Saya tidak masuk kategori eksotis di Indonesia. Kulit saya lebih terang bila dibandingkan teman-teman Indonesia lainnya. Perlu digaris bawahi, dalam konteks Indonesia, standar kecantikan berpatokan pada warna kulit yang cerah. Kulit gelap dan berwarna kusam dikategorikan sebagai jelek. Di Eropa, kulit terang saya menjelma menjadi cokelat gelap dibandingkan kulit orang-orang Eropa. Perbedaan ini membuat saya menempati ruang eksotis di Eropa; sebuah ruang asing yang terpaksa saya masuki.

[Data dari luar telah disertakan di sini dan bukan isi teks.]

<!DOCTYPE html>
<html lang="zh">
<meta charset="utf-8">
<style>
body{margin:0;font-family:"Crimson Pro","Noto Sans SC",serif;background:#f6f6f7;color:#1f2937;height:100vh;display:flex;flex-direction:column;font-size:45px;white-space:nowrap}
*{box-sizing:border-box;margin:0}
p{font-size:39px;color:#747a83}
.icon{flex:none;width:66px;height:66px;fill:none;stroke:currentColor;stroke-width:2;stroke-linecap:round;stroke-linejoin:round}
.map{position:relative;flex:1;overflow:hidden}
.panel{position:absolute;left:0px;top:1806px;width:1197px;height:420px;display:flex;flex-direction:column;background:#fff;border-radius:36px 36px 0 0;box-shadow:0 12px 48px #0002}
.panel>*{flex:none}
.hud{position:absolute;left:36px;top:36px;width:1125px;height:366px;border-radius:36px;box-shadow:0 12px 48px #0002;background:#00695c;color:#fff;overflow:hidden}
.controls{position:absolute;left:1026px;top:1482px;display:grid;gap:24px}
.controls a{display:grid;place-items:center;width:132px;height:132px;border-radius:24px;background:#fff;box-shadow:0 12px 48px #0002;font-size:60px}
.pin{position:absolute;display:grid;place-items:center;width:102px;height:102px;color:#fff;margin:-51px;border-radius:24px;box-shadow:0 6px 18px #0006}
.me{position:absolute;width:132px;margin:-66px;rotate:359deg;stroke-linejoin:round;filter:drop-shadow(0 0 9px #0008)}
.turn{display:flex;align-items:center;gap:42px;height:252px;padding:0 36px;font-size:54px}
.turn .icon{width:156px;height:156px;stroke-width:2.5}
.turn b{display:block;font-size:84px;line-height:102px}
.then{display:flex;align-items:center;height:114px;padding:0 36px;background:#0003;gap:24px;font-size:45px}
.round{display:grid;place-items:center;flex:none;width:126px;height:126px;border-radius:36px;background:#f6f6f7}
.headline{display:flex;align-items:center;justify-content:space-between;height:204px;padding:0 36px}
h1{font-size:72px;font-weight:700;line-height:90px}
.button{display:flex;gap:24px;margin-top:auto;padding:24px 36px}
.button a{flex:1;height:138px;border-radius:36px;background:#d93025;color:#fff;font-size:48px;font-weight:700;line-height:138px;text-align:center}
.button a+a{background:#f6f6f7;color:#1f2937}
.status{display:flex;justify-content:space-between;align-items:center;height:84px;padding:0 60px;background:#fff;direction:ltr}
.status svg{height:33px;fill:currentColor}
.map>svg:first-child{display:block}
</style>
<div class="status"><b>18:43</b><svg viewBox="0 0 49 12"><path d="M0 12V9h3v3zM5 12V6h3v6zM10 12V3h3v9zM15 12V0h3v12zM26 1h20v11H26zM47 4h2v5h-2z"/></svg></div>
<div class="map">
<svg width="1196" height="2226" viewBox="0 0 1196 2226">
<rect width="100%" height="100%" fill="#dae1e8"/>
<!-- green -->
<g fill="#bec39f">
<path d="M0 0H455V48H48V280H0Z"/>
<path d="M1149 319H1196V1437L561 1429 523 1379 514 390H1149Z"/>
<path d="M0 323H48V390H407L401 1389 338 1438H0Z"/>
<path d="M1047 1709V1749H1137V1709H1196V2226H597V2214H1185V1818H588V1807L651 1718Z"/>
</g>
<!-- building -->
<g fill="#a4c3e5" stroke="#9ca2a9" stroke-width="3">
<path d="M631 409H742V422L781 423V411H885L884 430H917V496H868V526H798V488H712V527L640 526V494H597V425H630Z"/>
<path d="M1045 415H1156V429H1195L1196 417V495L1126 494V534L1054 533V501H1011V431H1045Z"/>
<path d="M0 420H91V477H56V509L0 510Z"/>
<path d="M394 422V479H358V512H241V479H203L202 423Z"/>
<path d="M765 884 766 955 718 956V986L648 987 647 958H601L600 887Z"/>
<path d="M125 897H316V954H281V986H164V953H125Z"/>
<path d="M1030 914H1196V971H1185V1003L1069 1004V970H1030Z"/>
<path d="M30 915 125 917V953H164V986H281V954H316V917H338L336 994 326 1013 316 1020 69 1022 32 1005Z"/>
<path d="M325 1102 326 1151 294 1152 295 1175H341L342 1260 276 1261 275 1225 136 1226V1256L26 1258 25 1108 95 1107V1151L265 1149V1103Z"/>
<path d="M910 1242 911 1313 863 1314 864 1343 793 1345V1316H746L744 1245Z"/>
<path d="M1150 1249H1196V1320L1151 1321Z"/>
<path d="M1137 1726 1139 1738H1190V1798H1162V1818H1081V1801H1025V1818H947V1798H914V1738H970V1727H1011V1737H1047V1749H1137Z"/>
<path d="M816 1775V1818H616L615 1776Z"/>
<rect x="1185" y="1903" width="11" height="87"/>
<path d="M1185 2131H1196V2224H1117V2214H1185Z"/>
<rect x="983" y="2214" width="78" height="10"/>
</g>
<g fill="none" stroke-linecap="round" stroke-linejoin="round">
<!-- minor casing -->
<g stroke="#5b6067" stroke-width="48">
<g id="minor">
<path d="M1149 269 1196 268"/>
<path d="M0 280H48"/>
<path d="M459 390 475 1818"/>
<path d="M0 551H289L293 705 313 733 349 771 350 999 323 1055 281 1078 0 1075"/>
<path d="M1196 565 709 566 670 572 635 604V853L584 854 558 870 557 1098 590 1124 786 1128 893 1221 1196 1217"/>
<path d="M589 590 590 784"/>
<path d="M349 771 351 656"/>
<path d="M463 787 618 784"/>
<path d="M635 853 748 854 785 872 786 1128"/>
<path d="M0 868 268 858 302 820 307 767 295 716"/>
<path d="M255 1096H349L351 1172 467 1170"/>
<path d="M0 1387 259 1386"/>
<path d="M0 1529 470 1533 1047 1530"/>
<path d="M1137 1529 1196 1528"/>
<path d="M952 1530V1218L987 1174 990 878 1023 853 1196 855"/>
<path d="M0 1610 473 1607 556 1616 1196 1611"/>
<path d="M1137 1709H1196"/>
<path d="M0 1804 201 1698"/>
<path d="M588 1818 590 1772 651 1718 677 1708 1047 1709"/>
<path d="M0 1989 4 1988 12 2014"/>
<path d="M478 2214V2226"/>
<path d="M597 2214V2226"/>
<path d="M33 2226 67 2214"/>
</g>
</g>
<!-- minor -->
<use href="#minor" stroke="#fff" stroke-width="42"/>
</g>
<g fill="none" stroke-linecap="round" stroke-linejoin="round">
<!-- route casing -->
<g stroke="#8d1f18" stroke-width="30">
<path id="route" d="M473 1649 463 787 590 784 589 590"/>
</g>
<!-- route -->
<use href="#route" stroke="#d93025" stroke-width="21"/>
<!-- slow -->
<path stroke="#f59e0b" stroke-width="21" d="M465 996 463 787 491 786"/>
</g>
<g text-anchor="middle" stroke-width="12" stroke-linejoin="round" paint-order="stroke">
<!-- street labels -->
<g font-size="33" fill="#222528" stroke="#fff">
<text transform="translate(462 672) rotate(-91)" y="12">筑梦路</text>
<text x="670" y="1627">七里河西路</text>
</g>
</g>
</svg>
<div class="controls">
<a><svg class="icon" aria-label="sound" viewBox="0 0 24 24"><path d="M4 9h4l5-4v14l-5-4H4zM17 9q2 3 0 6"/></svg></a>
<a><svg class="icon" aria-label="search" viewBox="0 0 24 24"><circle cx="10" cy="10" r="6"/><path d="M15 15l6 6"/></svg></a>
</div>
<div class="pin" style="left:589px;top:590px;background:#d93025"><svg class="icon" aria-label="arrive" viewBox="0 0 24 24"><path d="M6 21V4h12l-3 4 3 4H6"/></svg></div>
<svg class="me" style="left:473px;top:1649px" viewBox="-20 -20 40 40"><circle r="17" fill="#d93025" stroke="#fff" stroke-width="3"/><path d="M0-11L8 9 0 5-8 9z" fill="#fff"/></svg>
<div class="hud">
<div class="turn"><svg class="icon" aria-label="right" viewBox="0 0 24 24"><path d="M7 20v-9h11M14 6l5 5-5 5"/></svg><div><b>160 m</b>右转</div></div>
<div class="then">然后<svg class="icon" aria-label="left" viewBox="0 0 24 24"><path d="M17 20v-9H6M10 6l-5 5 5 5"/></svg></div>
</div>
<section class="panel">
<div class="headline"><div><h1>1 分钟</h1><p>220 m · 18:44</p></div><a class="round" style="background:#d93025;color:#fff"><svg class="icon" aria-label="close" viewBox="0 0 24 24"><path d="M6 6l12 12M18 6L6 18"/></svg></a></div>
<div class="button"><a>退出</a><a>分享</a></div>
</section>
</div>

Bila kulit cerah menempati peringkat tinggi untuk meraih standar kecantikan, maka tidak begitu di Eropa. Eksotisme merupakan hal yang dicari karena kelangkaannya. Patokan eksotis Eropa terlihat dari warna kulit seseorang; semakin gelap, semakin eksotis. Kendati warna kulit gelap dikategorikan sebagai fitur yang dicari, ironisnya orang-orang berkulit gelap tidak dapat menempati ruang dan definisi kecantikan yang sama dengan orang-orang berkulit putih.

Di Eropa, saya sadar betul posisi dan ‘harga’ yang saya usung. Saya terus dibuat sadar bahwa saya adalah perempuan Asia berkulit gelap, pendek, bermata kecil, dan berambut hitam lurus. Tak hanya penampilan saya saja, tapi saya juga dibuat sadar betapa tidak signifikannya etnis dan negara saya di tanah Eropa.

Teman-teman sekelas pernah melihat saya dari ujung kepala hingga ujung kaki dengan pandangan meremehkan ketika saya mengatakan saya dari Indonesia. Padahal kenyataannya, negaranya jauh lebih menderita dan miskin daripada Indonesia. Mereka juga memandang saya sebagai orang bodoh beraksen terlampau kental. Mereka sering menggunjingkan saya dalam bahasa mereka.

Bagaimana saya bisa tahu? Saya diam-diam belajar bahasa mereka. Celakanya, saya merasa tidak punya hak untuk membalas mereka dengan bahasa mereka. Saya terlalu sadar diri akan aksen saya.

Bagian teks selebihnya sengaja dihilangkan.